▶ **Task directions**
Retype the material exactly, ending with the line containing "filter:drop-shadow(2px 0 #61533a)".

----

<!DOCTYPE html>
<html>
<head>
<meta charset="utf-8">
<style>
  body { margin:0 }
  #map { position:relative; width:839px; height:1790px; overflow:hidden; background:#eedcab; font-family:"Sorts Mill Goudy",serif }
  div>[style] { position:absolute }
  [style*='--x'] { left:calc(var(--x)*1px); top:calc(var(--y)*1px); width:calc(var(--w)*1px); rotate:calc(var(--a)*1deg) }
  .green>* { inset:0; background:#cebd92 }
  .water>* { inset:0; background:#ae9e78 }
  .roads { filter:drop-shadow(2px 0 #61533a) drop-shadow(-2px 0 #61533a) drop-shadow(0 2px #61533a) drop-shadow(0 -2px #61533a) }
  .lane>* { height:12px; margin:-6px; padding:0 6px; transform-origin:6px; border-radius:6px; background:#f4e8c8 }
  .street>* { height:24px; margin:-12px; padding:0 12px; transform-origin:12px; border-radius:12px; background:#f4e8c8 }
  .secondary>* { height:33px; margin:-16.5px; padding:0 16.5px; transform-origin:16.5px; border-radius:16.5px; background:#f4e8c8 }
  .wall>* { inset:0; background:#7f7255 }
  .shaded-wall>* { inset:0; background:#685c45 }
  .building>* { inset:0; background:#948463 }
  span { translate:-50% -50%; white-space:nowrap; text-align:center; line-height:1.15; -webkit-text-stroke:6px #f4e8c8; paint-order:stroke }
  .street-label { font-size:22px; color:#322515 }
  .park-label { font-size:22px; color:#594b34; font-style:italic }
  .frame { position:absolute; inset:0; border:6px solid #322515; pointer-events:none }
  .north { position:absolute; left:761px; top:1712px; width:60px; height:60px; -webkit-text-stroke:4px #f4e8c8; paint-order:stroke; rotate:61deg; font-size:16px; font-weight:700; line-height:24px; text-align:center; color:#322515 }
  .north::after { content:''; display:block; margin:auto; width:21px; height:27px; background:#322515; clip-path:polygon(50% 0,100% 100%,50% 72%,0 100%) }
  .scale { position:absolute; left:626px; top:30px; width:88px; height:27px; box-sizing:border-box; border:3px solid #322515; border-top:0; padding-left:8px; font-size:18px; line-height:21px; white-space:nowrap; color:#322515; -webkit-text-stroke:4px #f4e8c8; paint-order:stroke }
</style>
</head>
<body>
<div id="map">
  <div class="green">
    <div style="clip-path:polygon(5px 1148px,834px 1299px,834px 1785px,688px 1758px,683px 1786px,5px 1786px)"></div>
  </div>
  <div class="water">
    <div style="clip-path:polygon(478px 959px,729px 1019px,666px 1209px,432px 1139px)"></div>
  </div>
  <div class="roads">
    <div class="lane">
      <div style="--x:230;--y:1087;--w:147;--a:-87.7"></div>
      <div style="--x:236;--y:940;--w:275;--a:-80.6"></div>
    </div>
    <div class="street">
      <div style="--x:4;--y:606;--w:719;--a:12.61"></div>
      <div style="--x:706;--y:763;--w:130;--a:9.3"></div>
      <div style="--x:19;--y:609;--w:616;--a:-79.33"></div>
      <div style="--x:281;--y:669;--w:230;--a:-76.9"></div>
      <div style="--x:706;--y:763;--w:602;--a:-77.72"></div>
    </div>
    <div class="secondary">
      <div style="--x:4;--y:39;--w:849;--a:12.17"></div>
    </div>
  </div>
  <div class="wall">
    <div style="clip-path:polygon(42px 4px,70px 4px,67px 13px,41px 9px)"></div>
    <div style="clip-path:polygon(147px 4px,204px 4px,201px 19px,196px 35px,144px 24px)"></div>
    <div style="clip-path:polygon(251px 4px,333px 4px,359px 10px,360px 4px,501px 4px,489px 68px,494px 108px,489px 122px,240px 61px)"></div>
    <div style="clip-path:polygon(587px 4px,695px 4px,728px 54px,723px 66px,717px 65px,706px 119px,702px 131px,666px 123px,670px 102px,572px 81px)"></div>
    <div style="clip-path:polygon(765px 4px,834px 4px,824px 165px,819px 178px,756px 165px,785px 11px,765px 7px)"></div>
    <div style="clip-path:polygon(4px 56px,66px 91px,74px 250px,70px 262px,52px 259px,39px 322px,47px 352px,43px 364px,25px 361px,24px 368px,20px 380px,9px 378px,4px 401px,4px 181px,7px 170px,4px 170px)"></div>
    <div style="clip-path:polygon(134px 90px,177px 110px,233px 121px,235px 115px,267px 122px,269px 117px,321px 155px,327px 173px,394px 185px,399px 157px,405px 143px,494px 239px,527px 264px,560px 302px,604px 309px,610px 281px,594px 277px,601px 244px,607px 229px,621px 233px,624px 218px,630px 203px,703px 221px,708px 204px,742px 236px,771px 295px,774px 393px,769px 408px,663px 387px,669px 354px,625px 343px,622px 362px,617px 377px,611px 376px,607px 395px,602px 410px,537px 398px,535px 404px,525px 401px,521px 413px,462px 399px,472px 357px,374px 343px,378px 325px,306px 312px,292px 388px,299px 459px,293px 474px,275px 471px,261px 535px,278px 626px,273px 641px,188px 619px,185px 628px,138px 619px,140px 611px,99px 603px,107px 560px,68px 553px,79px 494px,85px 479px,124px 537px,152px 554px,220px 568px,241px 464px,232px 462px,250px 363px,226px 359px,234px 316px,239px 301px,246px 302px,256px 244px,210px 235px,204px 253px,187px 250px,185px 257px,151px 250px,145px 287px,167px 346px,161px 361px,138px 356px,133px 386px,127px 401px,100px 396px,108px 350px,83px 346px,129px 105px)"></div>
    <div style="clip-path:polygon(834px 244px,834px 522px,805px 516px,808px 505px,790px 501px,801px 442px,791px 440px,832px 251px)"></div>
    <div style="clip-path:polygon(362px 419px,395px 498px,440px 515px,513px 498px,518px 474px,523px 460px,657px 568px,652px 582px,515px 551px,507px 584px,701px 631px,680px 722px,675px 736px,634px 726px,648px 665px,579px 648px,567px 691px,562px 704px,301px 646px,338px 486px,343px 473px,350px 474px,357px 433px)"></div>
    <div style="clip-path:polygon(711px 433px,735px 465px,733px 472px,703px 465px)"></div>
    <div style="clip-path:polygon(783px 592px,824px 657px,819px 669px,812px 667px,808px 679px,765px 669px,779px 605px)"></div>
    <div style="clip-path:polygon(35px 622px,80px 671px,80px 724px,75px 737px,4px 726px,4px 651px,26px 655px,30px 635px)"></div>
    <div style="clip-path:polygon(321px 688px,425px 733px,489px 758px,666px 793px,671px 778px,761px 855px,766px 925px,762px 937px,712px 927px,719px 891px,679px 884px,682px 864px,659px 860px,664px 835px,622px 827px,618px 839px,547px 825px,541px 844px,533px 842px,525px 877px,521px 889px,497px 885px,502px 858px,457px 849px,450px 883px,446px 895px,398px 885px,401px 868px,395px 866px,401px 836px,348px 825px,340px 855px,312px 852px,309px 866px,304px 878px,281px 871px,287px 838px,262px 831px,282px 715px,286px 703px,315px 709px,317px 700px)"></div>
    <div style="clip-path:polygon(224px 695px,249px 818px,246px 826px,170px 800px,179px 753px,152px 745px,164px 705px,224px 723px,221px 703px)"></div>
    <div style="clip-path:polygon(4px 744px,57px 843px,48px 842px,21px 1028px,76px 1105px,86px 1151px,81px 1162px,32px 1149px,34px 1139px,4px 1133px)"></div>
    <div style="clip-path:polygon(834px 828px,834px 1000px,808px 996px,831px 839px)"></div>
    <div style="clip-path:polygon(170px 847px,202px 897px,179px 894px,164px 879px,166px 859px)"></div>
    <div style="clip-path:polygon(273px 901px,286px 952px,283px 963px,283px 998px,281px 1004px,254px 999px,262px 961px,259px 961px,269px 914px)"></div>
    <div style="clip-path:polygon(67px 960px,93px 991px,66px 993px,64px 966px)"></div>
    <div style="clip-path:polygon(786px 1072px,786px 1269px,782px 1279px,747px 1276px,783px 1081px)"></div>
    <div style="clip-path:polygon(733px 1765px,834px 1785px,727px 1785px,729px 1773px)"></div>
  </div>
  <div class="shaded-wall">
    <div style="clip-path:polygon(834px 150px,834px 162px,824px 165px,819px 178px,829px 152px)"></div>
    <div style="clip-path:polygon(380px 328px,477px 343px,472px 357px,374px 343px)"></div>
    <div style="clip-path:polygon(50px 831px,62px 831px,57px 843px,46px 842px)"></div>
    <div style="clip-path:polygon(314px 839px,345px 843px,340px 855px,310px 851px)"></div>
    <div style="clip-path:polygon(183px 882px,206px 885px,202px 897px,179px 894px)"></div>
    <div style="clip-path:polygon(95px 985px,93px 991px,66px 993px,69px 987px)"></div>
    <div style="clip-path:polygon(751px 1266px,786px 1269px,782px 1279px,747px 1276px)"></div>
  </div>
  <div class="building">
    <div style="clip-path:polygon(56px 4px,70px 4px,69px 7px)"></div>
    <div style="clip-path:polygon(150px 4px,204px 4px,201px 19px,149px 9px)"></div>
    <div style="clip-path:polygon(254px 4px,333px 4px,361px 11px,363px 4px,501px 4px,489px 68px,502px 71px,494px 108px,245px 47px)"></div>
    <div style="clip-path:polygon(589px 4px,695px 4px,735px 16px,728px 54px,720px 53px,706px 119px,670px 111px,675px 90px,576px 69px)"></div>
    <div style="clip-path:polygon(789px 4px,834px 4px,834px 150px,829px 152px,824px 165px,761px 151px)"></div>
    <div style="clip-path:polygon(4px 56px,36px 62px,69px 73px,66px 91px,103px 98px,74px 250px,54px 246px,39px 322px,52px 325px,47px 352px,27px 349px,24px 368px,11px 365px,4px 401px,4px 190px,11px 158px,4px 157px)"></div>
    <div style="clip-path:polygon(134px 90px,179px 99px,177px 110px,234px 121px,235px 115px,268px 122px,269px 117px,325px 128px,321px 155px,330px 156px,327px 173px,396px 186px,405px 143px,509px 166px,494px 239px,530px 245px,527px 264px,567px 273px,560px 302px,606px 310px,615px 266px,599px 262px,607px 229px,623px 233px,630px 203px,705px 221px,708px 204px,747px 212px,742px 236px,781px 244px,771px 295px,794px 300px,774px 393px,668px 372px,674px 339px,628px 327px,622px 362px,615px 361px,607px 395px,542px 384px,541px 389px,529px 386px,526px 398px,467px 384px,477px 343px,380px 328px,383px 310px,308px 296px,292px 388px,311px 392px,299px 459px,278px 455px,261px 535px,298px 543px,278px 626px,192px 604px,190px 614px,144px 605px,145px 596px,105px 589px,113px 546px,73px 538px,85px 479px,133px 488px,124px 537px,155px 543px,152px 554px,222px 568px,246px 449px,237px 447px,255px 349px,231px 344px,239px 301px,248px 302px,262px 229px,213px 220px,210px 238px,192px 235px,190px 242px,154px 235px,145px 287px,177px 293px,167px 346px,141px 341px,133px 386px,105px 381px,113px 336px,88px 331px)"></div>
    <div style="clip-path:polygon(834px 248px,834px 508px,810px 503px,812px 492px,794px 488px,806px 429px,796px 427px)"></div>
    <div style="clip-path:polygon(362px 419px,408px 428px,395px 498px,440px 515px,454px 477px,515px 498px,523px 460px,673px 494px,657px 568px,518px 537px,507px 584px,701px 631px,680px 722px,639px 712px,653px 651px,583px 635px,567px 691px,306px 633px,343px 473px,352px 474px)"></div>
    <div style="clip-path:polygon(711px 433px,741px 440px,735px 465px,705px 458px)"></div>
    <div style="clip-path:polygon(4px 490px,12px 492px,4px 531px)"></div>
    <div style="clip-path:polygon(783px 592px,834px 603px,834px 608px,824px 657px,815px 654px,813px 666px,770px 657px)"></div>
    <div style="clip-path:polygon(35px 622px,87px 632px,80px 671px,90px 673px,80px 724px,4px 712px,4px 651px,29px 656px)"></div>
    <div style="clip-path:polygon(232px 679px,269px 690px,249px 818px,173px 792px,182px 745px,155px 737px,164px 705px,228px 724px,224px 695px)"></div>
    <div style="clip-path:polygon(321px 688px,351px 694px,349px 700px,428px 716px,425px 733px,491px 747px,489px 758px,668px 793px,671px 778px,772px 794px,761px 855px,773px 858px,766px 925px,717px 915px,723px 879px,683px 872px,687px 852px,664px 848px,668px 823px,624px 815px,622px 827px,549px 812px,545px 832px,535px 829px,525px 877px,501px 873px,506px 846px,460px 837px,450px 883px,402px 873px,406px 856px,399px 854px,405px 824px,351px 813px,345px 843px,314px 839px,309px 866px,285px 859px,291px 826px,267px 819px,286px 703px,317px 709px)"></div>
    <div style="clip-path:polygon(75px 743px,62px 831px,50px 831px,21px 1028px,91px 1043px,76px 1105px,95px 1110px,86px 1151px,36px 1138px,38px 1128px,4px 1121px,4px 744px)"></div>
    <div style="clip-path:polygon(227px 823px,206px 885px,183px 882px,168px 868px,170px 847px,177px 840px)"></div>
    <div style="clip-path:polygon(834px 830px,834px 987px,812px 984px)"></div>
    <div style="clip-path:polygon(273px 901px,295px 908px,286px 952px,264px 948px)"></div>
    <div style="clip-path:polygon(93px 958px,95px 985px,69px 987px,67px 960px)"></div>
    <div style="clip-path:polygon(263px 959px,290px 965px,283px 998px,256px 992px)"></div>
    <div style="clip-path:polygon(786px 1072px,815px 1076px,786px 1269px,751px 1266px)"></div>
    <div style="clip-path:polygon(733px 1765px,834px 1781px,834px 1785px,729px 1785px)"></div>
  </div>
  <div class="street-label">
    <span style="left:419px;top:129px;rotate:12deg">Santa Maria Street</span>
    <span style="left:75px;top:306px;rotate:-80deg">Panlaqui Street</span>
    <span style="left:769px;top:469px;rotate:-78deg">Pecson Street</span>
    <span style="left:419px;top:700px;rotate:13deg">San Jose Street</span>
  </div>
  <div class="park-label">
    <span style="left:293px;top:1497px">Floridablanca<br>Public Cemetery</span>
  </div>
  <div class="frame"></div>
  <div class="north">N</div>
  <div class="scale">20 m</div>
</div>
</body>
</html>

----

▶ **Answer to the exercise**
<!DOCTYPE html>
<html>
<head>
<meta charset="utf-8">
<style>
  body { margin:0 }
  #map { position:relative; width:839px; height:1790px; overflow:hidden; background:#eedcab; font-family:"Sorts Mill Goudy",serif }
  div>[style] { position:absolute }
  [style*='--x'] { left:calc(var(--x)*1px); top:calc(var(--y)*1px); width:calc(var(--w)*1px); rotate:calc(var(--a)*1deg) }
  .green>* { inset:0; background:#cebd92 }
  .water>* { inset:0; background:#ae9e78 }
  .roads { filter:drop-shadow(2px 0 #61533a) drop-shadow(-2px 0 #61533a) drop-shadow(0 2px #61533a) drop-shadow(0 -2px #61533a) }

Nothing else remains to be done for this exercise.